Encrypting laptop drives with Truecrypt works flawlessly. Steve Gibson from did a podcast on the truecrypt whole disk encryption, which was very informative. He also conducted some disk performance tests, which showed that Truecrypt volumes provide higher data thruput than a native drive. He attributed the performance gain to low-level drivers that are written better than the native Windows drivers.
I highly recommend the solution.

Posted by:

Zeke Krahlin
15 Dec 2009

I used Truecrypt...until it hosed my partition. Fortunately, I use an excellent backup system, and was able to restore everything. Software encryption is not particularly useful, as a single glitch (such as ever-ubiquitous static electricity) can hose your entire hard drive, as it did my Windoze partition. Hardware encryption is equally inconvenient, but for a different reason. What if you lose the device (a card or actual key for examples) that decrypts your system?

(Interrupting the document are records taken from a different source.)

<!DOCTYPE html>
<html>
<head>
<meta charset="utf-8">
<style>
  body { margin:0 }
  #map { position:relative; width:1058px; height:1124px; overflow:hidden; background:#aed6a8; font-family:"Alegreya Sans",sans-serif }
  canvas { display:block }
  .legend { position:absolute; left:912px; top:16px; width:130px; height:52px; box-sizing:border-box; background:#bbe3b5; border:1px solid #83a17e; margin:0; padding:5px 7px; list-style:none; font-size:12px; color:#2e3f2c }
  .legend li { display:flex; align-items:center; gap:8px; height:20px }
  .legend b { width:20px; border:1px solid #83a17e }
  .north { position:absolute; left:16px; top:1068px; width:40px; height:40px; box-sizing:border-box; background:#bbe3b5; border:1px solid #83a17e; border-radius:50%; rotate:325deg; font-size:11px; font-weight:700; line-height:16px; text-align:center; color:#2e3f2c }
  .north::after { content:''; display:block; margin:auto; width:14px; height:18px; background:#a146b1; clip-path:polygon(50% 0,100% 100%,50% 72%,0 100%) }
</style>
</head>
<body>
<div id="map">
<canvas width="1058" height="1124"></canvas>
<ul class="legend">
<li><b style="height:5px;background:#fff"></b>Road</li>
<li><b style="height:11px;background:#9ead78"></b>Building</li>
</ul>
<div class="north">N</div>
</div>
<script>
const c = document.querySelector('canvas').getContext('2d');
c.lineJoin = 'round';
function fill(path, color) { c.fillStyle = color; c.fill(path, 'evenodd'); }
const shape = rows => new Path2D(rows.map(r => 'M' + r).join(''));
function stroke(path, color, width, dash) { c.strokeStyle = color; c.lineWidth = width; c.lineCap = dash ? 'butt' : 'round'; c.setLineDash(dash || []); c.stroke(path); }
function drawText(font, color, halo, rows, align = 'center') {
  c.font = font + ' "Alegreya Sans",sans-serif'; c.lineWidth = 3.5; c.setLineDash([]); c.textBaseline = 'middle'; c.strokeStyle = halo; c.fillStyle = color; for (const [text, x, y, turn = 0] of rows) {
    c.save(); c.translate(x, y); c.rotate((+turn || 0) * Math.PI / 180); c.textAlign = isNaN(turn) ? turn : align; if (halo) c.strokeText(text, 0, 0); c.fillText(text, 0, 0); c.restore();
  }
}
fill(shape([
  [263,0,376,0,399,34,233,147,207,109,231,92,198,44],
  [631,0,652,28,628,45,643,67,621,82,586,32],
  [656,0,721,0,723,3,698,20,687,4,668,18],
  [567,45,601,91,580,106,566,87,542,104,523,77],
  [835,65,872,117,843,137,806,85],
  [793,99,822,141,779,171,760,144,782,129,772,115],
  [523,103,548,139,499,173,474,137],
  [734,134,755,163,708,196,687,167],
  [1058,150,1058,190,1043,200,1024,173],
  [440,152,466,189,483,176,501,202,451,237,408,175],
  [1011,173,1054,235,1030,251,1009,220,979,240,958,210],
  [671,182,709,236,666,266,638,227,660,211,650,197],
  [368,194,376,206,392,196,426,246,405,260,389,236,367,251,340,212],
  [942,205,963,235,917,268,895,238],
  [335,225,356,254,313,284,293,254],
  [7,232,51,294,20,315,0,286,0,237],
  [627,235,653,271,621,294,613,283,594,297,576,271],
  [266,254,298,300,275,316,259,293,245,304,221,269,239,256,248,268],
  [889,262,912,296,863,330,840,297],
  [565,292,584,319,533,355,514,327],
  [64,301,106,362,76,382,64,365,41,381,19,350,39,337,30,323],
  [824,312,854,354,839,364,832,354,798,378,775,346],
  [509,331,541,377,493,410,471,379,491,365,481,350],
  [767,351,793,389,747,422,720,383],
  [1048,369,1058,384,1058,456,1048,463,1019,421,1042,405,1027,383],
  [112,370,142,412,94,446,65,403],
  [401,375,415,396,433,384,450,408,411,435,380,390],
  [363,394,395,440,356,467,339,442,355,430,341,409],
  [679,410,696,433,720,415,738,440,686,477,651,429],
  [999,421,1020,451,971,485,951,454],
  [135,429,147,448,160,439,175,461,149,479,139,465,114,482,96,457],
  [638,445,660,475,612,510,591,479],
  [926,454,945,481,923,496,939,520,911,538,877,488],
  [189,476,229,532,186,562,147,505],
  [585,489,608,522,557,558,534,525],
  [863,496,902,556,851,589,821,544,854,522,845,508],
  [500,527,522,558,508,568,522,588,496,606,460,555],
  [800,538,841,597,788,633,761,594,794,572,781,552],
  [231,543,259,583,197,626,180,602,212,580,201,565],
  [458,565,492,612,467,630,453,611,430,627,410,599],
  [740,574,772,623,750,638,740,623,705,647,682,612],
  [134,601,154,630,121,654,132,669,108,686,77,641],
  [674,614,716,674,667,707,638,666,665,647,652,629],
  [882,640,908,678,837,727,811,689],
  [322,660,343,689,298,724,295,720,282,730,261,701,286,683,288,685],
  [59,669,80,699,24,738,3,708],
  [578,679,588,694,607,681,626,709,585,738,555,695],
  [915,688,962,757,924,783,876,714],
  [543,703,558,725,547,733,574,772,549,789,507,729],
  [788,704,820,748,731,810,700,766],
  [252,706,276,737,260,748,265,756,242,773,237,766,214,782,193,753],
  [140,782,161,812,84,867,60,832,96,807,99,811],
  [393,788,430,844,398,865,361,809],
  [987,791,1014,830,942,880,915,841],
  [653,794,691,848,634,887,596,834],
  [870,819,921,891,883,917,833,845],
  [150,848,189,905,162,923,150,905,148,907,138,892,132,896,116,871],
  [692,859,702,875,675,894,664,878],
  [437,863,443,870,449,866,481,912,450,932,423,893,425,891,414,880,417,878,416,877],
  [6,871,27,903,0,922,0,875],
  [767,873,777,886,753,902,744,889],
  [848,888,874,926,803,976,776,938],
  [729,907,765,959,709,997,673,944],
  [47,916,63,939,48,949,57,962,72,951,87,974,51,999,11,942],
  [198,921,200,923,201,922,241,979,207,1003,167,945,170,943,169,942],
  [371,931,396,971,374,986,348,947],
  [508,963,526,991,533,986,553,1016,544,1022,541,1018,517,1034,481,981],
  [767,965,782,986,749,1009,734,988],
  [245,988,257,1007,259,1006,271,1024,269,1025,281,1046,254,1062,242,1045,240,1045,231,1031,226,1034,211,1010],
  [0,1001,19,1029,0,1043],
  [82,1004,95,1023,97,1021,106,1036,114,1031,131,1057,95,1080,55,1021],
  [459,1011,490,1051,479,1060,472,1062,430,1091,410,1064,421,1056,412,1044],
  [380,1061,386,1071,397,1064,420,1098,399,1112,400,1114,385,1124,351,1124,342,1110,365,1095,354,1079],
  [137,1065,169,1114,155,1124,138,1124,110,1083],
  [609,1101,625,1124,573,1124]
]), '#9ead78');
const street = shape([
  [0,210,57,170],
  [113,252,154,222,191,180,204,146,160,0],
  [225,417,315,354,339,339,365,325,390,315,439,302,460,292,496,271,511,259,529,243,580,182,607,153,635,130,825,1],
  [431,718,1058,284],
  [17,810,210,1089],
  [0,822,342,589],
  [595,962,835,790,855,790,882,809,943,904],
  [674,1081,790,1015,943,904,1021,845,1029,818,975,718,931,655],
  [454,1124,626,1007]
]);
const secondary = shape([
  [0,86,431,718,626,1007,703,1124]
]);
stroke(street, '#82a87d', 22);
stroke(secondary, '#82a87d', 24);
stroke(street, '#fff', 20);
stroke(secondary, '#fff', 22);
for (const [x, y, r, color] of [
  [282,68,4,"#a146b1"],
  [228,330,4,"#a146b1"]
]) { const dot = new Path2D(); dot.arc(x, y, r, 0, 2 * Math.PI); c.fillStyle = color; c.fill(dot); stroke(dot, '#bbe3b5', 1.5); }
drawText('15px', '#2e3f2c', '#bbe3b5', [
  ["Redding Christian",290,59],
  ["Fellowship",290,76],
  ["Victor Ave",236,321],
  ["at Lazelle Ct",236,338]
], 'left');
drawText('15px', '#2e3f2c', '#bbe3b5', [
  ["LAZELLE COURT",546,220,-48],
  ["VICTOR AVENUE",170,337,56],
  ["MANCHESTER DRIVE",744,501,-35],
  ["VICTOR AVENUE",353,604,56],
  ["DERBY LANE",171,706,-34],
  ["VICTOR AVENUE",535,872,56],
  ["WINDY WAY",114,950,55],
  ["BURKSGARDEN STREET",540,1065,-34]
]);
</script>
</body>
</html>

Ergo: encryption security is *false* security. Fear of terrorism is simply an *excuse* for our gov't to acquire more and more highly personal data from harmless citizens. Today, it's the airports...tomorrow: trains, buses, and maybe even elevators. Ford help us all!

Posted by:

15 Dec 2009

Bob, You mentioned TPM but you didn't tell anyone what TPM means! Might make for a good geekly update....

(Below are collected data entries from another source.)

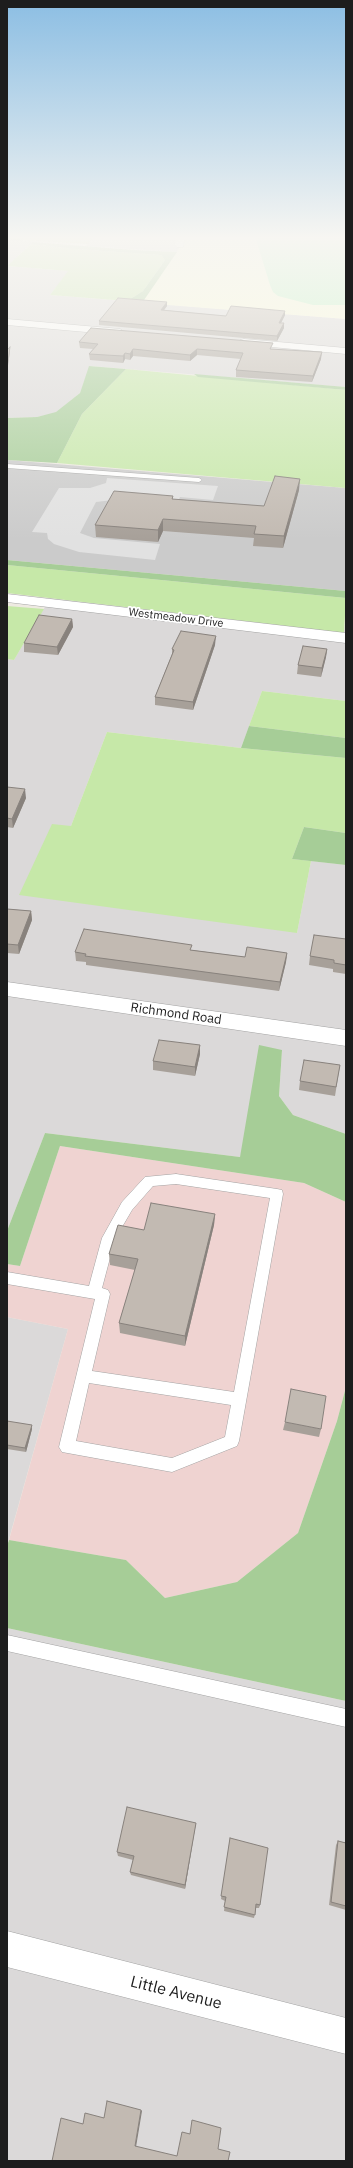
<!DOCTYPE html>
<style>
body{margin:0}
#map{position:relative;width:353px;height:2168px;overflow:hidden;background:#eeeae2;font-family:"IBM Plex Sans",sans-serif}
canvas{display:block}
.frame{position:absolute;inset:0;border:8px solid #1d1d1d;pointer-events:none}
</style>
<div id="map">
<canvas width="353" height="2168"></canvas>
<div class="frame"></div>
</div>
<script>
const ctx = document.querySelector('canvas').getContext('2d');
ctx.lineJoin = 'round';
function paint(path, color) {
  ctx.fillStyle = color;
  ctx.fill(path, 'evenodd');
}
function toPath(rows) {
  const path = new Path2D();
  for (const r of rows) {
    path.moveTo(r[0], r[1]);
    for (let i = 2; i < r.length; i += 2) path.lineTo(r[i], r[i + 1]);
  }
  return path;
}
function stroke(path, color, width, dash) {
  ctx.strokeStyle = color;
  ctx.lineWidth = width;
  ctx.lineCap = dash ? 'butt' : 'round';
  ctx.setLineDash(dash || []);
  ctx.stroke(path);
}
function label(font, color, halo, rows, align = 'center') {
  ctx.font = font + ' "IBM Plex Sans",sans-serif';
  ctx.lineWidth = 3.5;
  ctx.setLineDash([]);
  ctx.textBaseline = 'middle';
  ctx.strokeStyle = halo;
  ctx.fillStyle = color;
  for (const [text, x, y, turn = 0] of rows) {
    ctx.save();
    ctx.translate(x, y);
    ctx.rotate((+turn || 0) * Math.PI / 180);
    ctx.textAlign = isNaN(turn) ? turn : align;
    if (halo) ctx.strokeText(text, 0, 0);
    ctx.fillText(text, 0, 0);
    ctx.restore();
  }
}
paint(toPath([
 [94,236,187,236,177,252,86,246],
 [7,239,34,241,7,266,69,271,50,295,346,319,346,387,90,366,80,393,56,413,37,417,7,418],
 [50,598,344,633,346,615,346,701,262,691,241,748,107,732,71,826,297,933,311,861,346,865,346,1134,293,1115,279,1096,282,1050,240,1157,45,1133,7,1231,7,659,14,660],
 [7,1317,68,1329,7,1546],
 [7,1628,346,1701,346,2161,7,2161]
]), '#dbd9d9');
paint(toPath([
 [60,1146,304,1183,346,1202,346,1387,337,1421,298,1533,237,1582,165,1598,126,1560,9,1540,68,1329,7,1317,7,1264,20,1266]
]), '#efd3d1');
paint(toPath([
 [187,236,346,236,346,319,142,303]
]), '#feffdb');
paint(toPath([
 [7,460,346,488,346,591,7,560]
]), '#cbcbcb');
paint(toPath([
 [7,236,94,236,88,244,7,239],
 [31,244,75,249,161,255,165,260,143,291,127,301,50,295,68,271,7,266],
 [126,369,346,390,346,488,57,463,82,414],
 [7,565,346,598,344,633,7,593],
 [7,606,44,609,14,660,7,659],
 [262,691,346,701,346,738,249,726],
 [107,732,241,748,346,758,346,833,304,827,292,859,311,861,297,933,19,895,52,824,71,826]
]), '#c6e8a8');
paint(toPath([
 [32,242,134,250,177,252,142,303,127,301,143,291,165,260,161,255,75,249,31,244],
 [89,366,126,369,82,414,57,463,7,460,7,418,37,417,56,412,80,393],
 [194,374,346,387,346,390,198,377],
 [7,560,346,591,346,598,7,565],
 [249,726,346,738,346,758,241,748],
 [304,827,346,833,346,865,292,859],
 [259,1045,282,1050,279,1096,293,1115,346,1134,346,1202,304,1183,60,1146,20,1266,7,1264,7,1231,45,1133,240,1157],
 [346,1387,346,1701,7,1628,7,1546,9,1540,126,1560,165,1598,237,1582,298,1533,337,1421]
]), '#a6cd97');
paint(toPath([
 [255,236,346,236,346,305,313,305,278,296,273,292,270,285]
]), '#bff8c4');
paint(toPath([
 [107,478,218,486,213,500,180,497,176,506,113,500,96,502,80,533,94,538,160,544,155,560,79,552,54,544,48,539,47,533,32,532,59,488,90,488,106,483]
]), '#e1e1e1');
const lane = toPath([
 [7,464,199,478,202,480,199,482,7,468,7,464],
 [176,1174,277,1189,282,1190,283,1194,239,1441,237,1446,172,1472,62,1452,59,1447,95,1299,7,1284,7,1272,89,1286,102,1238,122,1202,145,1177,176,1174],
 [176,1184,270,1198,234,1392,92,1371,110,1294,108,1290,102,1288,115,1239,132,1210,153,1186,176,1184],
 [89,1383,231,1405,225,1437,172,1458,76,1441,89,1383],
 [7,1635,346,1709,346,1727,7,1651,7,1635]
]);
const street = toPath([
 [176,236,185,236,183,247,177,247,175,245,176,236],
 [7,319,120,329,125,332,120,335,7,325,7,319],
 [244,339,346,348,346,354,240,344,239,342,240,340,244,339],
 [7,594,346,633,346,643,7,602,7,594],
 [7,982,346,1030,346,1046,7,996,7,982],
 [7,1931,346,2018,346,2054,7,1967,7,1931]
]);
stroke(lane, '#a4a4a4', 1);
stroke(street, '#a4a4a4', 1);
paint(lane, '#fff');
paint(street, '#fff');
paint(toPath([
 [167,302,167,306,164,310,226,316,285,315,281,323,284,323,284,328,277,341,99,325,99,321],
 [79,342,272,349,321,359,312,382,236,377,236,370,241,359,197,355,190,361,133,356,130,360,125,359,123,363,90,360,89,354,93,349,80,348],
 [299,490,283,548,253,546,254,538,163,531,158,542,96,537,95,525,173,496,173,499,264,506],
 [72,619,73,627,58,655,24,652,24,643],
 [215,645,193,710,155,705,155,697,172,654,172,649],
 [327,649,326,657,321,677,297,674,298,665],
 [7,787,26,798,13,828,7,827],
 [7,909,31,911,32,920,19,954,7,953],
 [346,939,346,974,333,972,333,969,309,965,310,956],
 [192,950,245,957,287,953,286,962,279,991,86,965,86,962,76,961,75,952],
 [200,1045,200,1054,195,1076,153,1070,153,1061],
 [340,1065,335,1096,299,1090,300,1081],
 [215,1214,214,1225,185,1346,120,1333,119,1323,135,1270,110,1265,109,1254,144,1230],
 [7,1421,32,1429,26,1452,7,1449],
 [285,1422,321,1429,319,1437,283,1430],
 [196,1823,185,1889,131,1875,130,1872,133,1860,118,1856,117,1852],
 [230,1838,260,1905,259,1908,256,1908,254,1918,224,1911,225,1901,221,1899],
 [338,1841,346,1843,346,1910,329,1905,336,1845]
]), '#a7a099');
paint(toPath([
 [167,302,167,306,161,314,161,310],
 [285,311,285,315,279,327,279,323],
 [284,323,284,328,277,341,277,336],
 [10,347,10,351,7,373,7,367],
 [133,349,133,356,130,360,130,354],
 [197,349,197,355,190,361,190,355],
 [322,352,321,359,312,382,313,376],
 [125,353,125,359,123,363,123,356],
 [300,479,299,490,283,548,284,536],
 [163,519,163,531,158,542,158,530],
 [72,619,73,627,58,655,57,647],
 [216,636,215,645,193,710,193,702],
 [327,649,326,657,321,677,322,668],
 [25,789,26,798,13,828,12,819],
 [31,911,32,920,19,954,18,945],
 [287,953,286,962,279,991,280,982],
 [200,1045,200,1054,195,1076,195,1067],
 [215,1214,214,1225,185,1346,185,1336],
 [32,1425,32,1429,26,1452,25,1448],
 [196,1823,195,1828,185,1889,185,1885],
 [141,2110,142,2111,136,2147,135,2146]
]), '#88827d');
const building = toPath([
 [118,298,167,302,161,310,226,316,231,306,285,311,279,323,284,323,277,336,99,321,118,298],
 [91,328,273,343,270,349,322,352,313,376,236,370,243,353,197,349,190,355,133,349,130,354,125,353,123,356,89,354,98,344,79,342,91,328],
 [10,347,7,367,7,350,10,347],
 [275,476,300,479,284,536,254,534,256,526,163,519,158,530,95,525,114,491,173,496,172,499,264,506,275,476],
 [39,615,72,619,57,647,24,643,39,615],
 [181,631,216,636,193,702,155,697,174,650,172,649,181,631],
 [303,646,327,649,322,668,298,665,303,646],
 [7,787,25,789,12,819,7,818,7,787],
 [7,909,31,911,18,945,7,944,7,909],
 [84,929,192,945,190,950,245,957,247,947,287,953,280,982,85,956,86,954,75,952,84,929],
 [314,935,346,939,346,965,334,963,334,960,310,956,314,935],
 [159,1040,200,1045,195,1067,153,1061,159,1040],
 [304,1060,340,1065,336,1087,300,1081,304,1060],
 [151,1203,215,1214,185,1336,119,1323,138,1259,109,1254,118,1225,144,1230,151,1203],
 [291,1389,326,1396,321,1429,285,1422,291,1389],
 [7,1421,32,1425,25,1448,7,1445,7,1421],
 [127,1807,196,1823,185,1885,130,1872,134,1856,117,1852,127,1807],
 [230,1838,268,1848,260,1905,256,1904,255,1915,224,1907,226,1897,221,1896,230,1838],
 [338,1841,346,1843,346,1906,331,1902,338,1841],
 [107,2101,141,2110,135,2146,177,2156,182,2132,190,2134,192,2120,221,2128,218,2149,230,2152,228,2161,52,2161,61,2118,83,2124,85,2113,104,2118,107,2101]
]);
paint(building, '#c2bab2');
stroke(building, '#88827d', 1);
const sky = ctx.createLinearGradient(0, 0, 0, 540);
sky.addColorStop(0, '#8cbee3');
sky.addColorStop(0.44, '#f7f6f2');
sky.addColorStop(1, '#f7f6f200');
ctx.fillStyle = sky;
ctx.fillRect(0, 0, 353, 540);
label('11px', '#1d1d1d', '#fff', [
 ["Westmeadow Drive",176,618,7]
]);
label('13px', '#1d1d1d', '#fff', [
 ["Richmond Road",176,1014,8]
]);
label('16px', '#1d1d1d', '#fff', [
 ["Little Avenue",176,1993,14]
]);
</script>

EDITOR'S NOTE: Sorry, TPM is Trusted Platform Module. See

Posted by:

18 Dec 2009

Bob, You mentioned some windows encryption software. What about the new encryption feature offered when you install Ubuntu 9.10 (home folder encryption)?

Posted by:

22 Dec 2009

I recommend AlertBoot Full Disk Encryption, it works great , you can see it at and its only $12.95/month and easy to install

Posted by:

20 Feb 2010

The Trusted Platform Module (TPM) is part of Trusted Computing. Trusted Computing is supposed to make your data secure. Secure to who? Not you. Don't use Trusted Platform Modules or Trusted Computing. Stay away from them.

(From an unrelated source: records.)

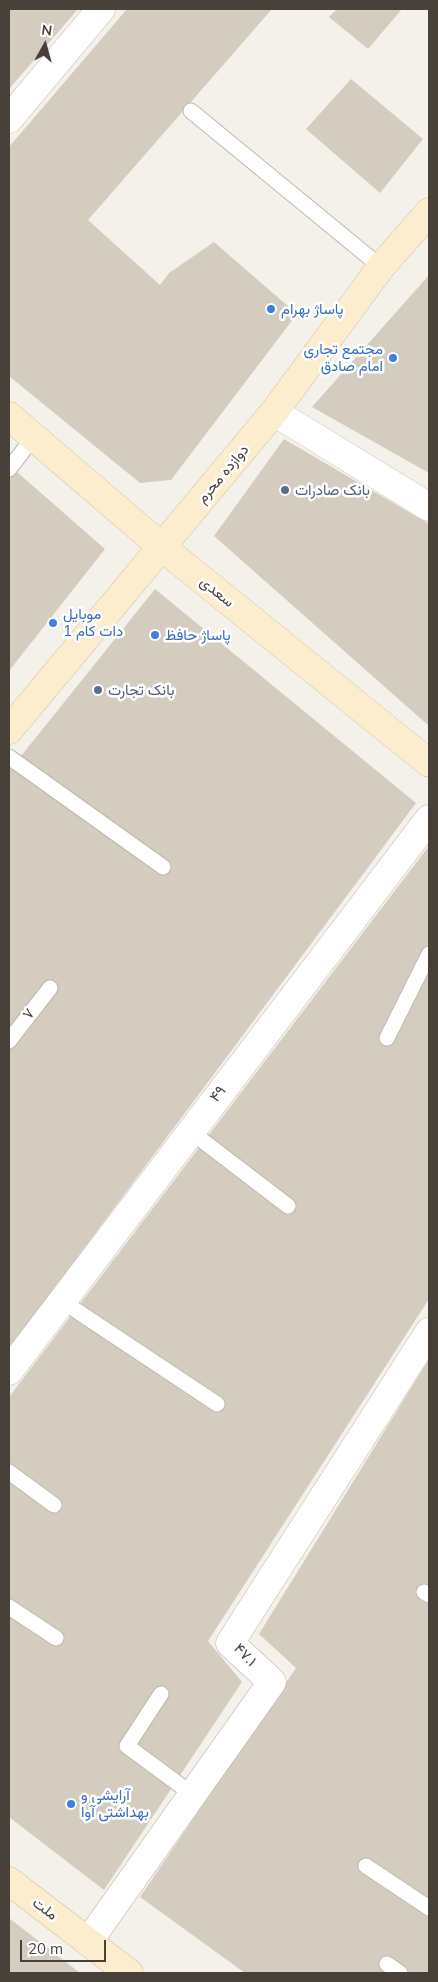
<!DOCTYPE html>
<meta charset="utf-8">
<style>
body{margin:0}
#map{position:relative;width:438px;height:1982px;overflow:hidden;background:#f4f0ea;font-family:Mulish,sans-serif}
canvas{display:block}
.frame{position:absolute;inset:0;border:10px solid #474139;pointer-events:none}
.north{position:absolute;left:20px;top:20px;width:50px;height:50px;-webkit-text-stroke:4px #fff;paint-order:stroke;rotate:7deg;font-size:14px;font-weight:700;line-height:20px;text-align:center;color:#474139}
.north::after{content:'';display:block;margin:auto;width:18px;height:22px;background:#474139;clip-path:polygon(50% 0,100% 100%,50% 72%,0 100%)}
.scale{position:absolute;left:20px;top:1940px;width:86px;height:22px;box-sizing:border-box;border:2px solid #474139;border-top:0;padding-left:6px;font-size:15px;line-height:18px;white-space:nowrap;color:#474139;-webkit-text-stroke:4px #fff;paint-order:stroke}
</style>
<div id="map">
<canvas width="438" height="1982"></canvas>
<div class="frame"></div>
<div class="north">N</div>
<div class="scale">20 m</div>
</div>
<script>
const ctx = document.querySelector('canvas').getContext('2d');
ctx.lineJoin = 'round';
function fill(path, color) { ctx.fillStyle = color; ctx.fill(path, 'evenodd'); }
const shape = rows => new Path2D(rows.map(r => 'M' + r).join(''));
function trace(path, color, width, dash) { ctx.strokeStyle = color; ctx.lineWidth = width; ctx.lineCap = dash ? 'butt' : 'round'; ctx.setLineDash(dash || []); ctx.stroke(path); }
function write(font, color, halo, rows, align = 'center') {
  ctx.font = font + ' Mulish,Vazirmatn,sans-serif'; ctx.lineWidth = 5; ctx.setLineDash([]); ctx.textBaseline = 'middle'; ctx.strokeStyle = halo; ctx.fillStyle = color; for (const [text, x, y, turn = 0] of rows) {
    ctx.save(); ctx.translate(x, y); ctx.rotate((+turn || 0) * Math.PI / 180); ctx.textAlign = isNaN(turn) ? turn : align; if (halo) ctx.strokeText(text, 0, 0); ctx.fillText(text, 0, 0); ctx.restore();
  }
}
fill(shape([
 [9,9,78,9,9,89],
 [127,9,272,9,88,220,160,285,169,273,214,242,297,314,171,480,140,483,9,376,9,147],
 [337,9,402,9,368,49,329,17],
 [351,79,423,139,380,193,306,129],
 [429,275,429,473,312,407],
 [284,439,429,524,429,726,214,536],
 [9,465,105,549,9,671],
 [155,589,416,803,9,1349,9,771],
 [429,846,429,1299,208,1641,242,1682,104,1890,9,1817,9,1397],
 [429,1359,429,1973,245,1973,140,1897,296,1668,259,1634],
 [9,1918,80,1973,9,1973]
]), '#d5ccc0');
const lane = shape([
 [191,111,381,267],
 [9,469,33,438],
 [9,757,163,867],
 [387,1038,429,954],
 [9,1041,50,988],
 [190,1131,288,1206],
 [62,1301,217,1404],
 [9,1472,54,1505],
 [424,1592,429,1595],
 [9,1607,56,1638],
 [161,1694,127,1746,192,1794],
 [366,1866,429,1908],
 [387,1964,400,1973]
]);
const street = shape([
 [9,119,101,9],
 [274,412,429,507],
 [9,1371,429,819],
 [88,1942,272,1682,230,1643,429,1332]
]);
const secondary = shape([
 [9,416,163,548,429,763],
 [9,730,274,412,381,267,429,212],
 [9,1881,129,1973]
]);
trace(lane, '#bfb8ad', 17);
trace(street, '#bfb8ad', 29);
trace(secondary, '#d0c09d', 29);
trace(lane, '#fff', 15);
trace(street, '#fff', 28);
trace(secondary, '#fbedcd', 28);
for (const [x, y, r, color] of [
 [271,309,5,"#3f7fe0"],
 [393,358,5,"#3f7fe0"],
 [285,490,5,"#5c6f8a"],
 [53,623,5,"#3f7fe0"],
 [155,635,5,"#3f7fe0"],
 [98,690,5,"#5c6f8a"],
 [71,1804,5,"#3f7fe0"]
]) { const dot = new Path2D(); dot.arc(x, y, r, 0, 2 * Math.PI); ctx.fillStyle = color; ctx.fill(dot); trace(dot, '#fff', 2); }
write('15px', '#366cbe', '#fff', [
 ["پاساژ بهرام",281,309],
 ["مجتمع تجاری",383,349,"right"],
 ["امام صادق",383,366,"right"],
 ["موبایل",63,614],
 ["دات کام 1",63,631],
 ["پاساژ حافظ",165,635],
 ["آرایشی و",81,1795],
 ["بهداشتی آوا",81,1812]
], 'left');
write('15px', '#474139', '#fff', [
 ["دوازده محرم",223,474,-50],
 ["سعدی",217,592,39],
 ["۷",29,1014,-52],
 ["۴۹",218,1094,-53],
 ["۴۷.۱",245,1655,46],
 ["ملت",45,1909,37]
]);
write('15px', '#4e5e75', '#fff', [
 ["بانک صادرات",295,490],
 ["بانک تجارت",108,690]
], 'left');
</script>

EDITOR'S NOTE: Also, don't eat clams.

Posted by:

Johnny Fox
28 Jul 2010

Hi, I thought I was doing the right thing by encrypting important files on my laptop, I used the windows encryption. Now my laptop is damaged, I can get the hard drive but I cannot open the files that I encrypted, is there any way around this?

EDITOR'S NOTE: It's hard to answer without knowing what version of Windows you had, and which encryption method was used.